§ Dataset extract:

↓↓↓

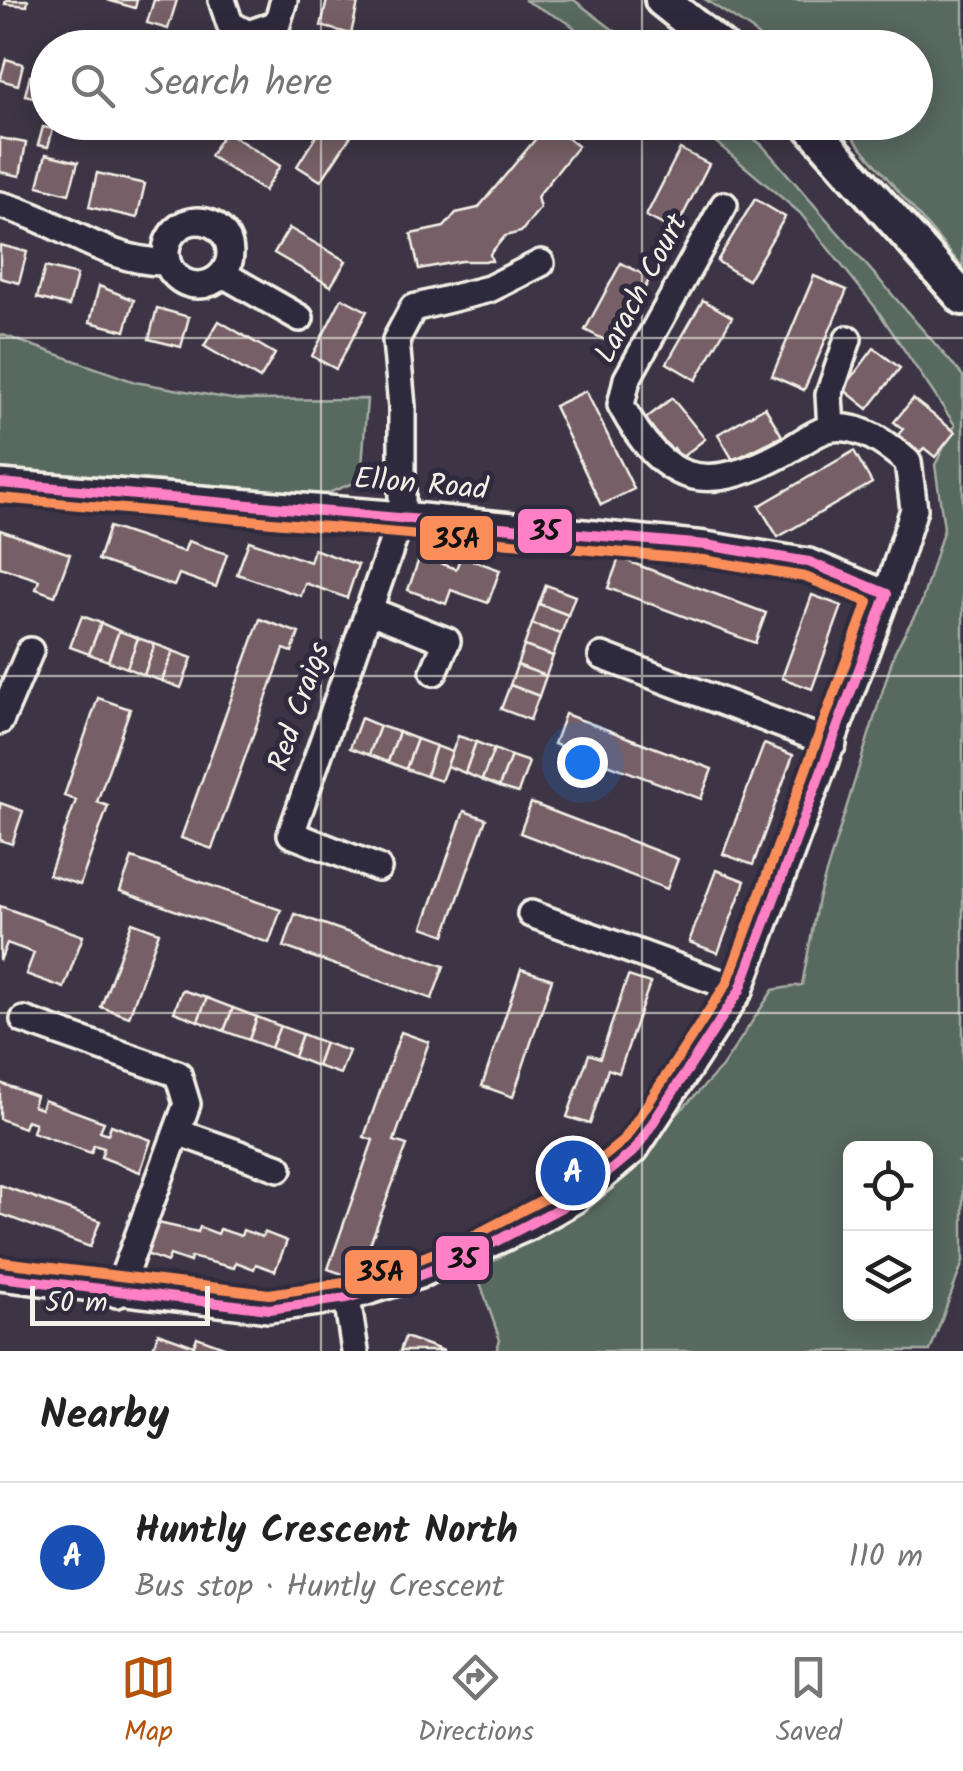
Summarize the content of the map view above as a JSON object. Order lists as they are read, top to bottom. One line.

↑↑↑
↓↓↓

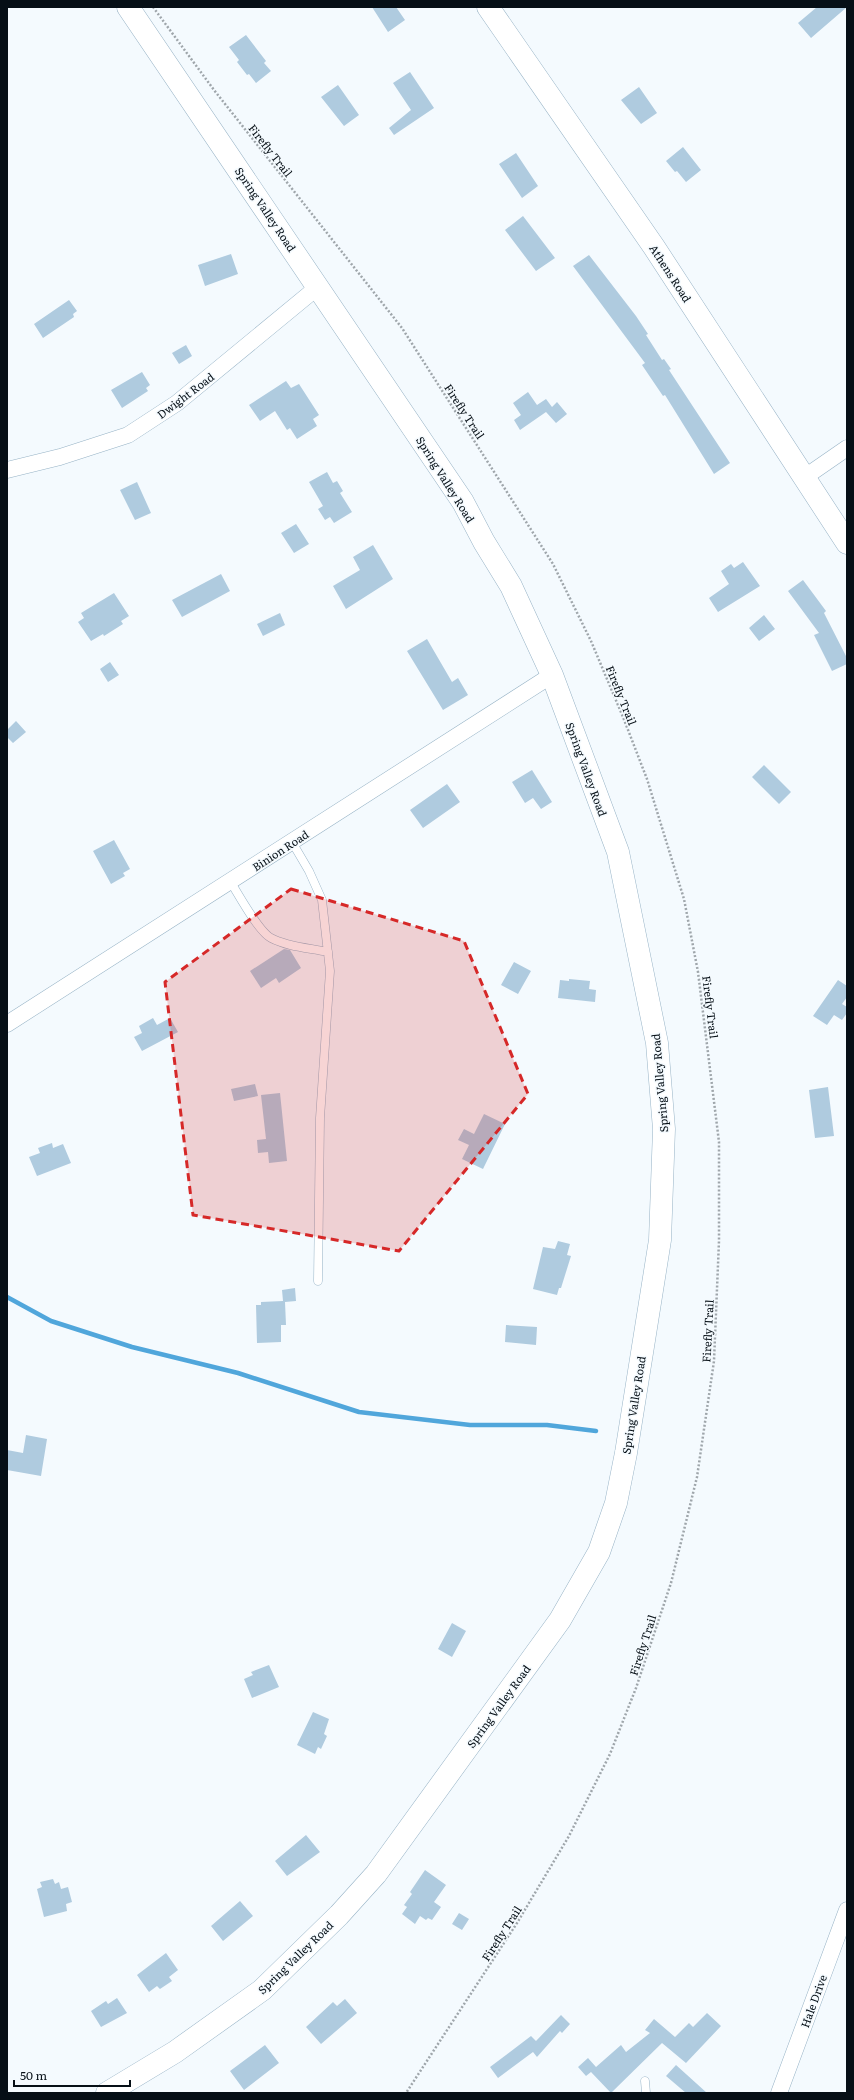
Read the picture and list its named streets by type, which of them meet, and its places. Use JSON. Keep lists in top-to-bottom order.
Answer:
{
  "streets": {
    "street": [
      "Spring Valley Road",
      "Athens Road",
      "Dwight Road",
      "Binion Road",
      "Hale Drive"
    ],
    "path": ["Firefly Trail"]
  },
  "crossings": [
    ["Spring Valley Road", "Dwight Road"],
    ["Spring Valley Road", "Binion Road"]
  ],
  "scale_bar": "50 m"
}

↑↑↑

§ Work order:
Every line above that carries the string "bottom" should be copied.

§ Response:
Summarize the content of the map view above as a JSON object. Order lists as they are read, top to bottom. One line.
Read the picture and list its named streets by type, which of them meet, and its places. Use JSON. Keep lists in top-to-bottom order.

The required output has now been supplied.